正念場を迎える米景気、消える「強制貯蓄」と干上がる銀行貸し出し

 米国経済は来年前半にも正念場を迎えそうです。先週の記事で、日本銀行が正常化に踏み切るなら来年4~6月ごろだと述べましたが、そのシナリオを揺るがすリスクが高まってきました。米国経済です。米国の景気が崩れるようなことになれば、正常化どころではなくなります。

 FRB(米連邦準備制度理事会)は10月31日~11月1日に開催するFOMC(米連邦公開市場委員会)で利上げを見送る公算です。すでに、これまで行ってきた急激な利上げの景気に与える影響を、慎重に見定めるフェーズに移りつつあります。果たして来年の米国景気はどうなるのか。消費を支えてきた「強制貯蓄」と、タイト化する銀行貸出に焦点を当て解説します。

米国景気は今のところ堅調、しかしエコノミストの見通しは慎重

 昨年から、米国の実質GDP(国内総生産)成長率に関して、エコノミストの慎重な見通しが出ては上振れるという展開が続いています。FRBが昨年3月から実施してきた大幅な利上げの影響を織り込もうとするエコノミストに対し、米国経済は予想以上の粘り腰を見せています。

 その背景には、新型コロナ対策による多額の現金給付が生んだ「強制貯蓄」と、労働市場から退出した雇用がなかなか戻ってこないという供給制約があります。この結果、エコノミストの予想を超えた消費のインフレ耐性と、良好な雇用環境が続いています。

 26日に米商務省が発表した2023年7-9月期の実質GDP成長率も、前期比年率4.9%という強い結果となりました。心配された消費も4.0%というしっかりした伸びとなり、実質GDPを2.7%押し上げました。

 ほんの数カ月前、7月ごろのエコノミストによる見通し(ブルームバーグが集計した予測の中央値)はゼロ%でしたので、そこから5%近くも上振れたことになります。これを受けて、10-12月期以降のエコノミストの見通しは、また上方修正を余儀なくされるでしょう。ちなみに、予測精度が高いことで知られるアトランタ連邦準備銀行のGDPナウキャストは、10-12月期を2.3%と予測しています(27日時点)。

 しかしながら、多くのエコノミストが描いている、「来年前半にかけて実質GDP成長率は鈍化していく」という大きな流れ自体に変化はないと思われます。実は、筆者の見通しもそうです。

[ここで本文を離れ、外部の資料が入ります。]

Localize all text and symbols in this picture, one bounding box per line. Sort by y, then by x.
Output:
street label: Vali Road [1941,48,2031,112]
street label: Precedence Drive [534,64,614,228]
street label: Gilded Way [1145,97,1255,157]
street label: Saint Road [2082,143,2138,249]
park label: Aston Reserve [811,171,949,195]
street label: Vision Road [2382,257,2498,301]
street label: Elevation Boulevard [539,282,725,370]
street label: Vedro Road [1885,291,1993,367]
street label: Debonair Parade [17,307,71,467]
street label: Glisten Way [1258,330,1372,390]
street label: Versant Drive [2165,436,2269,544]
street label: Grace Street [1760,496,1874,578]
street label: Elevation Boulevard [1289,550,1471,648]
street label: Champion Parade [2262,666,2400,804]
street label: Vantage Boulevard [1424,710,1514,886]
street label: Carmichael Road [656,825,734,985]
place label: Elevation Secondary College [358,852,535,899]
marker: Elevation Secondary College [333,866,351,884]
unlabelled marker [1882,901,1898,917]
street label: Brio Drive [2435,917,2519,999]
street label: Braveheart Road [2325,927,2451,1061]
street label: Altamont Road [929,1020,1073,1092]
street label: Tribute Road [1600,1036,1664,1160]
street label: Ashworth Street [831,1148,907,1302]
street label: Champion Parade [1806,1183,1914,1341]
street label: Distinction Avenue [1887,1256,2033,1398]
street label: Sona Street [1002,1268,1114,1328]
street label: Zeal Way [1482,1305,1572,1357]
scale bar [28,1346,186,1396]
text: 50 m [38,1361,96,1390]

 なぜそう考えるのか。そこには、これまで消費を支えてきた「強制貯蓄」の枯渇に加え、金融引き締め局面で景気が悪化に向かうときのパターンがあります。もちろん、ほかにも重要な論点はいくつもありますが、以下ではその2点に絞って、米国経済の今後の展開を考えてみたいと思います。

消費を下支えしてきた「強制貯蓄」は今年中に枯渇

 まず、「強制貯蓄」がそろそろ枯渇しそうだという点から見ていきましょう。FRBが公表している家計・非営利団体の預金残高の伸びを見ると(図表1)、新型コロナ対策による現金給付を受けて、2023年4-6月期に前年比23.0%まで跳ね上がりました。強制貯蓄の発生です。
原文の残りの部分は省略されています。